Wednesday, November 28, 2012

Job loss raises threat of heart attack


 Unemployment increases the risk of heart attack, a new study reports, and repeated job loss raises the odds still more.
In a prospective analysis from 1992 to 2010 with interviews every other year, researchers tracked job history and heart attacks among more than 13,000 people ages 51 to 75. The study, published online Nov. 19 in The Archives of Internal Medicine, recorded 1,061 heart attacks over the period.
After adjusting for well-established heart attack risks — age, sex, smoking, income, hypertension, cholesterol screening, exercise, depression, diabetes and others — the researchers found that being unemployed also increased the risk of a heart attack, by an average of 35 percent.
Losing one job was linked to a 22 percent increase in heart attack risk, losing two jobs with a 27 percent increase, three jobs with a 52 percent increase, and a loss of four or more jobs with a 63 percent increase.
Beyond the first year, the length of time unemployed was not significantly associated with increased risk, but repeated job loss was.

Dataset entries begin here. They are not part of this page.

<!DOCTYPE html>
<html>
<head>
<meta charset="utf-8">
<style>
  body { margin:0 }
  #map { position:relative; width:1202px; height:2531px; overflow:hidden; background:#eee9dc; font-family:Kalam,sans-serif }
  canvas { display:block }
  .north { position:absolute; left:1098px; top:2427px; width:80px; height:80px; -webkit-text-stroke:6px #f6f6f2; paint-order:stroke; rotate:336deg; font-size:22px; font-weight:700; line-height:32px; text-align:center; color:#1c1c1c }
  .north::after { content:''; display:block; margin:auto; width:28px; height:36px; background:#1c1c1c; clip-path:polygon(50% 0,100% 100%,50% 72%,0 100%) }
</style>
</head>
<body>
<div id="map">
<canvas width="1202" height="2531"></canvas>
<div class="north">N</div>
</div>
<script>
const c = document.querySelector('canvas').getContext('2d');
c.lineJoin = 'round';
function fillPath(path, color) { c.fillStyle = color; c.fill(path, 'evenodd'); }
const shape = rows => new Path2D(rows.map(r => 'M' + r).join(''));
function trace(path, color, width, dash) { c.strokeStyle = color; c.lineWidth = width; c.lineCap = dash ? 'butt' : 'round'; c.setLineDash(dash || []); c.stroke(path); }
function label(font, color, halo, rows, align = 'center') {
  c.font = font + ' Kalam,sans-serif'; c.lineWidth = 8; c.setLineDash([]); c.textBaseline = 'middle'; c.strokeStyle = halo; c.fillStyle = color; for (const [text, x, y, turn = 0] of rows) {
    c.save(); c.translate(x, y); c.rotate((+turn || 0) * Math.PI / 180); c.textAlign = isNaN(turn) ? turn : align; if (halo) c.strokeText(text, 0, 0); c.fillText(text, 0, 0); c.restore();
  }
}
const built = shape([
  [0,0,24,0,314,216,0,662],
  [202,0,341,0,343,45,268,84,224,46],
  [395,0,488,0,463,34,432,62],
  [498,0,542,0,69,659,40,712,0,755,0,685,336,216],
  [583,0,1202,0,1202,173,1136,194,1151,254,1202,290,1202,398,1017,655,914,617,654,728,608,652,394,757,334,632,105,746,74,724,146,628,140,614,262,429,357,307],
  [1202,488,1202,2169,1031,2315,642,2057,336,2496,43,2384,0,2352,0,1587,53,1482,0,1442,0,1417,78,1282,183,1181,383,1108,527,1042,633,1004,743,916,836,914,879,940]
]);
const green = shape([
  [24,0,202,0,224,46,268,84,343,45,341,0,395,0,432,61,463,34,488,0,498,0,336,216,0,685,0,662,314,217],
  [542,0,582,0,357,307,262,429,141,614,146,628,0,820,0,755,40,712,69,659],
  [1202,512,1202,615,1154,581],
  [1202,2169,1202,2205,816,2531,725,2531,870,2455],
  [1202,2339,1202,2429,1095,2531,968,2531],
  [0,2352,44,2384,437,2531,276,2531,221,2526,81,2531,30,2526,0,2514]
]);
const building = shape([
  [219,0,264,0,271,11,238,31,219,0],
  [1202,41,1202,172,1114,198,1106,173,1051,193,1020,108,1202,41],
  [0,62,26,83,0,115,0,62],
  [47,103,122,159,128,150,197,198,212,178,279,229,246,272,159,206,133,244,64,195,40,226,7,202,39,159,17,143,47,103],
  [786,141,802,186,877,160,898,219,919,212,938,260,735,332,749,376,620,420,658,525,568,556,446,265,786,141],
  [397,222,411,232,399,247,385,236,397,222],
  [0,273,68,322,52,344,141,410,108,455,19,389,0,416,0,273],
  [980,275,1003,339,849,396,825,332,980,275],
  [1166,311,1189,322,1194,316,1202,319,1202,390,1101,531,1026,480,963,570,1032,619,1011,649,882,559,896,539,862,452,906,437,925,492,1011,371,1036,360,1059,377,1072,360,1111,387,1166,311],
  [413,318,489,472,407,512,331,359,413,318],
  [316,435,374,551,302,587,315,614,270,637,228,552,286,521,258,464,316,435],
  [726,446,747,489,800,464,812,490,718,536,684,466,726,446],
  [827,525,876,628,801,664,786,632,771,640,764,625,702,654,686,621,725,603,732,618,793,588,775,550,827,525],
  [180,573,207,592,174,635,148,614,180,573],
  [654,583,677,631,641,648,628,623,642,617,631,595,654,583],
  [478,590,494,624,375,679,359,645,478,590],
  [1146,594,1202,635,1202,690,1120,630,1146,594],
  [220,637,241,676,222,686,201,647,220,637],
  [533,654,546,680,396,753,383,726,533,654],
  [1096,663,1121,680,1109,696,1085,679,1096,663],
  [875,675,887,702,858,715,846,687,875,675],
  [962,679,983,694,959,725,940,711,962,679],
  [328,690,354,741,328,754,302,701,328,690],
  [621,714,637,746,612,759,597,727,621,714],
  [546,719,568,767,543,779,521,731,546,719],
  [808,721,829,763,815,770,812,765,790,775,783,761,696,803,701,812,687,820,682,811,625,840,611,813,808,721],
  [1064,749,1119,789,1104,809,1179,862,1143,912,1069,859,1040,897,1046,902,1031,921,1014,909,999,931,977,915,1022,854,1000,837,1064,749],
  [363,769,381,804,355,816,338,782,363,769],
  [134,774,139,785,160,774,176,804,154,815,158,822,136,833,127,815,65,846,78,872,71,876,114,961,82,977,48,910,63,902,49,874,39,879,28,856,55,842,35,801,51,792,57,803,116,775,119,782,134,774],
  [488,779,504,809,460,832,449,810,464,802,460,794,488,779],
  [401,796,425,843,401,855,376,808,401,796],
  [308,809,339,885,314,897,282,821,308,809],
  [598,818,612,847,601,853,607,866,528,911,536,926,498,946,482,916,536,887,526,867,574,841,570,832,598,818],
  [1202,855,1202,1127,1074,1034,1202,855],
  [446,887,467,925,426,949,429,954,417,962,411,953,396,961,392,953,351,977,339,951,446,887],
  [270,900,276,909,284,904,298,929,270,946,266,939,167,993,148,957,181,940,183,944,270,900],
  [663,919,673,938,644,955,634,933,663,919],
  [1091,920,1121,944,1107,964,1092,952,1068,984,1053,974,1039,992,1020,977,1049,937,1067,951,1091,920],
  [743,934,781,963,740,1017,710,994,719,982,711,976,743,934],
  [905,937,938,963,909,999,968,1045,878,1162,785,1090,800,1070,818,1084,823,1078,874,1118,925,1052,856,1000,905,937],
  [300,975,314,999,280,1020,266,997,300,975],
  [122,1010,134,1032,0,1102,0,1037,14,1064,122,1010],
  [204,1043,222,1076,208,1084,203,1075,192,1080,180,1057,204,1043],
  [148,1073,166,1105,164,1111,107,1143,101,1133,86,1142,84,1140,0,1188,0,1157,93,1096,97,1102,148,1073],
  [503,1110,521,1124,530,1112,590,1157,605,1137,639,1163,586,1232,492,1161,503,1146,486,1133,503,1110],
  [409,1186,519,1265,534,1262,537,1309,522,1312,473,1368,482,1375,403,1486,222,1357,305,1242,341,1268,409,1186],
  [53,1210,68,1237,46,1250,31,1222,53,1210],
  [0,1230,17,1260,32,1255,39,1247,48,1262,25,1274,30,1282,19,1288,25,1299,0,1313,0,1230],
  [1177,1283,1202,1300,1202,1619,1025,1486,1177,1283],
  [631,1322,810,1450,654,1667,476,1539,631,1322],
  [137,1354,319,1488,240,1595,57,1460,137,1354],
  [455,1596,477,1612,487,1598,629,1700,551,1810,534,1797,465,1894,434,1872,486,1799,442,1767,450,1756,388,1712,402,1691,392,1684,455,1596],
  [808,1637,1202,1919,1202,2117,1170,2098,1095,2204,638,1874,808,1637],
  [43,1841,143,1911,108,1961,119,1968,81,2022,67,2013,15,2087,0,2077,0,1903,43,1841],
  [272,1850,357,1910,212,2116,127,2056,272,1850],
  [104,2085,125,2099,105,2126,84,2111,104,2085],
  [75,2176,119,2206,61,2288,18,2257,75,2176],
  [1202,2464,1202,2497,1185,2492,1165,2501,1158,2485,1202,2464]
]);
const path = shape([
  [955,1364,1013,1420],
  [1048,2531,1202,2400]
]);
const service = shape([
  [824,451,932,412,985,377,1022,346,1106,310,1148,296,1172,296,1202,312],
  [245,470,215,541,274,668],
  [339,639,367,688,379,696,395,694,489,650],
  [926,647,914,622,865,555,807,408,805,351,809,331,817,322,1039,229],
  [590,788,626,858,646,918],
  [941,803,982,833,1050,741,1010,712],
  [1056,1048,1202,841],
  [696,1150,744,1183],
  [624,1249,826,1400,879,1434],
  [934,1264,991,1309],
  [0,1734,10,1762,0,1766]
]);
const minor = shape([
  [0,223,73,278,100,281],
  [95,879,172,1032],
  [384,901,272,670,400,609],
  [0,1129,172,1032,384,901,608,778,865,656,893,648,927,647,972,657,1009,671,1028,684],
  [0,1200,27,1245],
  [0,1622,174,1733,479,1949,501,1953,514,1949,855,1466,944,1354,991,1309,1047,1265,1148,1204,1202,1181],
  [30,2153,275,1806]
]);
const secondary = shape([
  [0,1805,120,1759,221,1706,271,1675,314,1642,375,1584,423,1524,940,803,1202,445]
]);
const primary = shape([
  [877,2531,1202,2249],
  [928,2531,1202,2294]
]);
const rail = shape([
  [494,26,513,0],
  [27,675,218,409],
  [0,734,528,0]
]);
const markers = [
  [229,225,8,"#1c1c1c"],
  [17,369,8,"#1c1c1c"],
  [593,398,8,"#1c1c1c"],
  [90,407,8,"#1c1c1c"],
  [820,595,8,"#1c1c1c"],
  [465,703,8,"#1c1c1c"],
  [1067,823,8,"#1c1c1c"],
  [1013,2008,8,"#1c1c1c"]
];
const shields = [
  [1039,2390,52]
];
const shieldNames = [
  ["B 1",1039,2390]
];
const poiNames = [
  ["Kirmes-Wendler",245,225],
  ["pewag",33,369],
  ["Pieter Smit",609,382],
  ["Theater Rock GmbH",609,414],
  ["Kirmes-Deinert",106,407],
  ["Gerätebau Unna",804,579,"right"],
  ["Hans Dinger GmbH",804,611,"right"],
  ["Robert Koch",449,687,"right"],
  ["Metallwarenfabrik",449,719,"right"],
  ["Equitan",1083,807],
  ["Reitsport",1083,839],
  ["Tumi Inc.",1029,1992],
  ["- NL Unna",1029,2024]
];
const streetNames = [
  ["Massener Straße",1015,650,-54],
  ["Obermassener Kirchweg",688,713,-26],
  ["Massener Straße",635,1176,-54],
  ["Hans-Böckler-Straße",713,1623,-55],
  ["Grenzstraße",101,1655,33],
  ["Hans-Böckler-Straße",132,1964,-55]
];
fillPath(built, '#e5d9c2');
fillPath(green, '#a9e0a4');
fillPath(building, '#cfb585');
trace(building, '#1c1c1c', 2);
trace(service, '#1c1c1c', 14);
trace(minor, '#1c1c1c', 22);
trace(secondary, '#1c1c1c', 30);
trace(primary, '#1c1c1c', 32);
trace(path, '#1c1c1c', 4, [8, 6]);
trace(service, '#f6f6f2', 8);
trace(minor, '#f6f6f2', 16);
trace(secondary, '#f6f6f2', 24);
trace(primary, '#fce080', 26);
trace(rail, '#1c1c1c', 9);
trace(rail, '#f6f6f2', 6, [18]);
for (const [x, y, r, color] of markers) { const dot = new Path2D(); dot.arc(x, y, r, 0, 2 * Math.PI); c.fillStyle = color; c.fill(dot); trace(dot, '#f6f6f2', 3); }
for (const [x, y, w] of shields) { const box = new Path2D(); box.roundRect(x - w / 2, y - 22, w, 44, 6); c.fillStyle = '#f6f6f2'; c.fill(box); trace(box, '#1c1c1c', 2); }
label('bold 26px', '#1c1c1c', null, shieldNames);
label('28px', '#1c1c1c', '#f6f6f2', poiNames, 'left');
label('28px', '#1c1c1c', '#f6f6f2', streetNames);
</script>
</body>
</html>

Losing one job was linked to a 22 percent increase in heart attack risk, losing two jobs with a 27 percent increase, three jobs with a 52 percent increase, and a loss of four or more jobs with a 63 percent increase.
The magnitude of these risks for heart attack, the authors write, is similar to that of smoking, diabetes and hypertension.
“We don’t know what the mechanisms are,” said the lead author, Matthew E. Dupre, an assistant professor of medicine at Duke. “But until we do, it’s important to be aware of what the stress of a job loss might do, and that people who experience more than one loss might be at even higher risk.”